The most amazing thing about subsistence groups is how they become the topic of intense criticism for doing nothing - or more specifically, for doing ‘their own thing’. Groups, for example, who have been living in a patch of forest or in a wetland area for centuries, deploying the same hunting, foraging and gathering skills as their parents and their parents before them. It as if there is a multimillion dollar propaganda facility aimed at swaying public opinion about these subsistence groups. As soon as there is a mine that has been sited or patch of forest that is to be harvested, the articles start to be churned out by the hundreds about how these groups are ‘resisting’, are ‘encroaching’ on government lands, or are ‘criminals’.

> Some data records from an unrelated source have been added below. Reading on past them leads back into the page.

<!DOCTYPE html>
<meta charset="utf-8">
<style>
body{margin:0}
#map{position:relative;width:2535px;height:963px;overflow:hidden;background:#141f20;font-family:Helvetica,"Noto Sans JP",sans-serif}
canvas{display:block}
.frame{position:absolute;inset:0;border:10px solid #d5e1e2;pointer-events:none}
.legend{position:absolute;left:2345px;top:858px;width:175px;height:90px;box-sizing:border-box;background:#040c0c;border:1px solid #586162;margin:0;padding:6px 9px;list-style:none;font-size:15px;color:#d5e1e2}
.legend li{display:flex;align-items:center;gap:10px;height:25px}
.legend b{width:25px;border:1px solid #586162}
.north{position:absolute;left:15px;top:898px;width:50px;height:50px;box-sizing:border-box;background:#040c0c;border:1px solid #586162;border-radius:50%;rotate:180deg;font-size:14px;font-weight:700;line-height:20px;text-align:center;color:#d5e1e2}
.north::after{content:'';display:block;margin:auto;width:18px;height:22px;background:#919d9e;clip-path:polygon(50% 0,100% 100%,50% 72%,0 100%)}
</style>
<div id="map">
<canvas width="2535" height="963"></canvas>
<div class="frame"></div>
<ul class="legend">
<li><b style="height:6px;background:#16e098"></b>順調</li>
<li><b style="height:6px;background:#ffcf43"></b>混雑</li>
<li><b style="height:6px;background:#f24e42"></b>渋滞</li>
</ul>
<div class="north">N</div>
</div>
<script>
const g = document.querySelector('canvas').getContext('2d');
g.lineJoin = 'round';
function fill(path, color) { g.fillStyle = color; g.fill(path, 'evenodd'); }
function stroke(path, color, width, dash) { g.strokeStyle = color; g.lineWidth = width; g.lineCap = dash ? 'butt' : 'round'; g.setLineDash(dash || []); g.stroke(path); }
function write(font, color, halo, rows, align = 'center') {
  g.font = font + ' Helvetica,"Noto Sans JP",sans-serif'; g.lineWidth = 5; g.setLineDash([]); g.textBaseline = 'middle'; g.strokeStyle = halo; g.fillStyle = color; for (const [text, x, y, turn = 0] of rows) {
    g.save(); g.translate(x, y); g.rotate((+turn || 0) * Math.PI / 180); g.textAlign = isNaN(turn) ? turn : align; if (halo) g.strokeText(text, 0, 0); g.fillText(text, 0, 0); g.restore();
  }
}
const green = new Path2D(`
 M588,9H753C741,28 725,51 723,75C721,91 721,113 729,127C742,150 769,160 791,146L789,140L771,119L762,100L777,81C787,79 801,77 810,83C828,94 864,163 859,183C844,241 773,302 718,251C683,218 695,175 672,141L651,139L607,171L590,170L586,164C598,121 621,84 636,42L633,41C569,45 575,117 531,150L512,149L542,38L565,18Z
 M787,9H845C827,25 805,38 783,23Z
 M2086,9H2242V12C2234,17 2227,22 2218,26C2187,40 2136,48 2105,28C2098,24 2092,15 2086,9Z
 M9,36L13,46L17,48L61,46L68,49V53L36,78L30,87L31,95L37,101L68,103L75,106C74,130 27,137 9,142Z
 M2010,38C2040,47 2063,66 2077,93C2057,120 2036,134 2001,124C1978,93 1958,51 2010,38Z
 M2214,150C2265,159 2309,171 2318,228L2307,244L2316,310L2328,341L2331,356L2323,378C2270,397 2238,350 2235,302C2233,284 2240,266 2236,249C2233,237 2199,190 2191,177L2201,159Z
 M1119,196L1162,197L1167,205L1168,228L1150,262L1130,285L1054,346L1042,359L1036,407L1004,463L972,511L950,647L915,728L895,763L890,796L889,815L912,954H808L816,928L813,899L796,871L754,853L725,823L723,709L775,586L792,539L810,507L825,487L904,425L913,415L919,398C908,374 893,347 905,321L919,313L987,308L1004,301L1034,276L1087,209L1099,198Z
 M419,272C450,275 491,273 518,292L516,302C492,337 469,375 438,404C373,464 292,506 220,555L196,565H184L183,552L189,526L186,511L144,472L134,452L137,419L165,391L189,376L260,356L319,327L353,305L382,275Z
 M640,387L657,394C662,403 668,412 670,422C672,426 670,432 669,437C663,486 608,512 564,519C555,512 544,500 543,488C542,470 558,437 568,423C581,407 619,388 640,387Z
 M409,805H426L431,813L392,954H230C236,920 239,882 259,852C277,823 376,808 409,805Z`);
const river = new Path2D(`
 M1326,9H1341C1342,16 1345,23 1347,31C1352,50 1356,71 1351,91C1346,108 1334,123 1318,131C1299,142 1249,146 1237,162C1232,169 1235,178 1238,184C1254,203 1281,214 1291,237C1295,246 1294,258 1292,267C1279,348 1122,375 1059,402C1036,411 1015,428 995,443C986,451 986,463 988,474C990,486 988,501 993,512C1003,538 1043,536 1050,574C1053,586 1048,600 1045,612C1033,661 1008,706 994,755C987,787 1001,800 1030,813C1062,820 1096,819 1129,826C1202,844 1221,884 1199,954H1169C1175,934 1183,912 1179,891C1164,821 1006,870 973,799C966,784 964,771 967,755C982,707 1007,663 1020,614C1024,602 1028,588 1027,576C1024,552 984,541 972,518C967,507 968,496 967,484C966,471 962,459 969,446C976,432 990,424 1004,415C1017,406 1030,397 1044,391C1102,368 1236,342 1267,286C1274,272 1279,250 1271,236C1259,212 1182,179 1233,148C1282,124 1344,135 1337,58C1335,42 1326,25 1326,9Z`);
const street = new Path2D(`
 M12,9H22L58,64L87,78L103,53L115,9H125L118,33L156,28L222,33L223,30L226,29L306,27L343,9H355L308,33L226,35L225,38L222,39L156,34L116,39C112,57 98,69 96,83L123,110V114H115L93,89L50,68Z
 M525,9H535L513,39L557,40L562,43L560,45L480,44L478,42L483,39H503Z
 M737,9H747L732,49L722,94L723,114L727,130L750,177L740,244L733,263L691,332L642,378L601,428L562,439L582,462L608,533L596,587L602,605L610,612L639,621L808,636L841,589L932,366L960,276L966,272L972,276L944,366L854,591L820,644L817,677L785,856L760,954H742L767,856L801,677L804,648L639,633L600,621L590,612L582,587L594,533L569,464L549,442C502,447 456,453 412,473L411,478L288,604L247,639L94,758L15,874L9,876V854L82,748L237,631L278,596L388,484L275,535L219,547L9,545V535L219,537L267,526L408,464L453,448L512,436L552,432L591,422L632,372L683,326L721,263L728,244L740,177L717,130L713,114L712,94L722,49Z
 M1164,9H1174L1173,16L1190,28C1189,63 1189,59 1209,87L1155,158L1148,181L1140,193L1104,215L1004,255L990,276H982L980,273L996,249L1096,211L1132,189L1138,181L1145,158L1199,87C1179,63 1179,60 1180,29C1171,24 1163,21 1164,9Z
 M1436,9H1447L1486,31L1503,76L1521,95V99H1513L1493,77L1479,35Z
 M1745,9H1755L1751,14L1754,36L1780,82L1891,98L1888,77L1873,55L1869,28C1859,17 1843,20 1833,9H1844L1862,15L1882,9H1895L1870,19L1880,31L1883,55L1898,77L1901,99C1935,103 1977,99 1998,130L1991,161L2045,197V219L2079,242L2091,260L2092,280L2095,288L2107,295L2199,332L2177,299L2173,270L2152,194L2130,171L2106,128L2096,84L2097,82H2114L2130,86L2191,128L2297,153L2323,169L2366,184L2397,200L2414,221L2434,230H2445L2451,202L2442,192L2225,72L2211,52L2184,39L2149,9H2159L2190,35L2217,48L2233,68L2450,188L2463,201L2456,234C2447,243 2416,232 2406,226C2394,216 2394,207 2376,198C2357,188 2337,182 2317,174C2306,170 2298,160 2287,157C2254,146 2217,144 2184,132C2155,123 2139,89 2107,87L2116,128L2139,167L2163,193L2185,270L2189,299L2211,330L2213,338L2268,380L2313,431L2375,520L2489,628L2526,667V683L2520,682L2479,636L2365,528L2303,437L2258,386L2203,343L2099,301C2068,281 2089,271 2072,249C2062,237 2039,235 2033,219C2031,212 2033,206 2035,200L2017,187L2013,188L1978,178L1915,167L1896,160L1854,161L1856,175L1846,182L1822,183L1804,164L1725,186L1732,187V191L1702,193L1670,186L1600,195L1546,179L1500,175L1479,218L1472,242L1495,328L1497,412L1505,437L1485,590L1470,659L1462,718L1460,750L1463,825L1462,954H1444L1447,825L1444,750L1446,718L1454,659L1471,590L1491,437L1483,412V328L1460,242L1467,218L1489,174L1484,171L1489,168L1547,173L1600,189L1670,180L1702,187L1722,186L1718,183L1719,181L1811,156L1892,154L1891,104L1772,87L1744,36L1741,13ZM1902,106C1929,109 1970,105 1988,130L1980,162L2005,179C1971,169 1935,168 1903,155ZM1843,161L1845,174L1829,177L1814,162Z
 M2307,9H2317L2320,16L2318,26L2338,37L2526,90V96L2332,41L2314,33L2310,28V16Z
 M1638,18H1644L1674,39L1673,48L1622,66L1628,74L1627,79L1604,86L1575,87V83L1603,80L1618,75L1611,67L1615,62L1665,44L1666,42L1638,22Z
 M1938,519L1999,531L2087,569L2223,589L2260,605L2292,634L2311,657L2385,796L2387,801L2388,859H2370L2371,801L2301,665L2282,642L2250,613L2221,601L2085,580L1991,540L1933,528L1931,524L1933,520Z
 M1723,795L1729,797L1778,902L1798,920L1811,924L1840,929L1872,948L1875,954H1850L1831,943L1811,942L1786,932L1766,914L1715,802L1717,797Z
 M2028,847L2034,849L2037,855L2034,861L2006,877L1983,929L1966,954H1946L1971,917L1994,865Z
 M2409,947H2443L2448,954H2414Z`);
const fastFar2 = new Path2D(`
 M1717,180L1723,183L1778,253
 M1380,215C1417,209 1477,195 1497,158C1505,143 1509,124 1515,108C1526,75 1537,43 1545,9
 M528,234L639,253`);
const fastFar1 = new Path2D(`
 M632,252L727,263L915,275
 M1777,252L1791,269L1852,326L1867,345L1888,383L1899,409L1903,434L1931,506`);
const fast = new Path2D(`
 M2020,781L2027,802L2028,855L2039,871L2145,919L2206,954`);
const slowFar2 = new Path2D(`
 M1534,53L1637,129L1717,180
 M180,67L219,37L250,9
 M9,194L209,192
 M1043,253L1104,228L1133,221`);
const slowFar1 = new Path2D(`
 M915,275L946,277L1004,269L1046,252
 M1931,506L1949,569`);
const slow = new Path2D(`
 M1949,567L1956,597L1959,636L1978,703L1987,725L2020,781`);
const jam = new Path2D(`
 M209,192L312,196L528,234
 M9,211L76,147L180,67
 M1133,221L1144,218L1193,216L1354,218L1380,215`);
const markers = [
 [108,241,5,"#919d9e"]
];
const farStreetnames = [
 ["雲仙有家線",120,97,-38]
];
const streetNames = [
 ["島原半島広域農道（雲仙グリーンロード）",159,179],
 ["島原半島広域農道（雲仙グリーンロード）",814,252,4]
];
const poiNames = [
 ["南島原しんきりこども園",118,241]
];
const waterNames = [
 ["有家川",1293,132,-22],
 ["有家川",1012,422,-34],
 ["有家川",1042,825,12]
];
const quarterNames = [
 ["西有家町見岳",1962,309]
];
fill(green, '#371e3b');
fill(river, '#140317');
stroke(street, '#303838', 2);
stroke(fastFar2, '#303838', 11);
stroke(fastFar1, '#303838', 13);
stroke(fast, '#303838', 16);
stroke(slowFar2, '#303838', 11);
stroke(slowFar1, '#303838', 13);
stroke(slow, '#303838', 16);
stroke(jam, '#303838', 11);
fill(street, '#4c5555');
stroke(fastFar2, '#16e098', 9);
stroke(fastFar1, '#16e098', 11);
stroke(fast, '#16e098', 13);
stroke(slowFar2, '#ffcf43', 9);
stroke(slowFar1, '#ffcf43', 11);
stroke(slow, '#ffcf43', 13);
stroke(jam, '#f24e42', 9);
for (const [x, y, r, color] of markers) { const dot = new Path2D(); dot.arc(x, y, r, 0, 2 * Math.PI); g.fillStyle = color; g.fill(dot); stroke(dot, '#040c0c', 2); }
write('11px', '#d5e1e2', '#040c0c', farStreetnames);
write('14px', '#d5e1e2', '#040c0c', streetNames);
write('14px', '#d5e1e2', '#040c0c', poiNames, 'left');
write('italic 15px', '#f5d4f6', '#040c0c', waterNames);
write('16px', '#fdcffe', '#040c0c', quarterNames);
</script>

This is what is happening throughout Ghana, and it extends well beyond the small-scale mining sector, whose operators, despite being branded as criminals, are making significant contributions to national coffers. It includes the Ewe fishing communities of the Bui area, which, despite having been there for a hundred years, are now being pushed aside to make way for the Chinese-funded Bui Hydroelectric Dam. And, the Fante fishermen of the Western Region, who will no doubt be pushed aside and whose interests will be ignored because of newly-discovered oil reserves offshore. Their inevitable resistance will no doubt get the propaganda machine going.

So a warning to all subsistence groups: beware of commercial interests. They could be in your backyard next and soon, you too could also be branded 'a bunch of criminals'.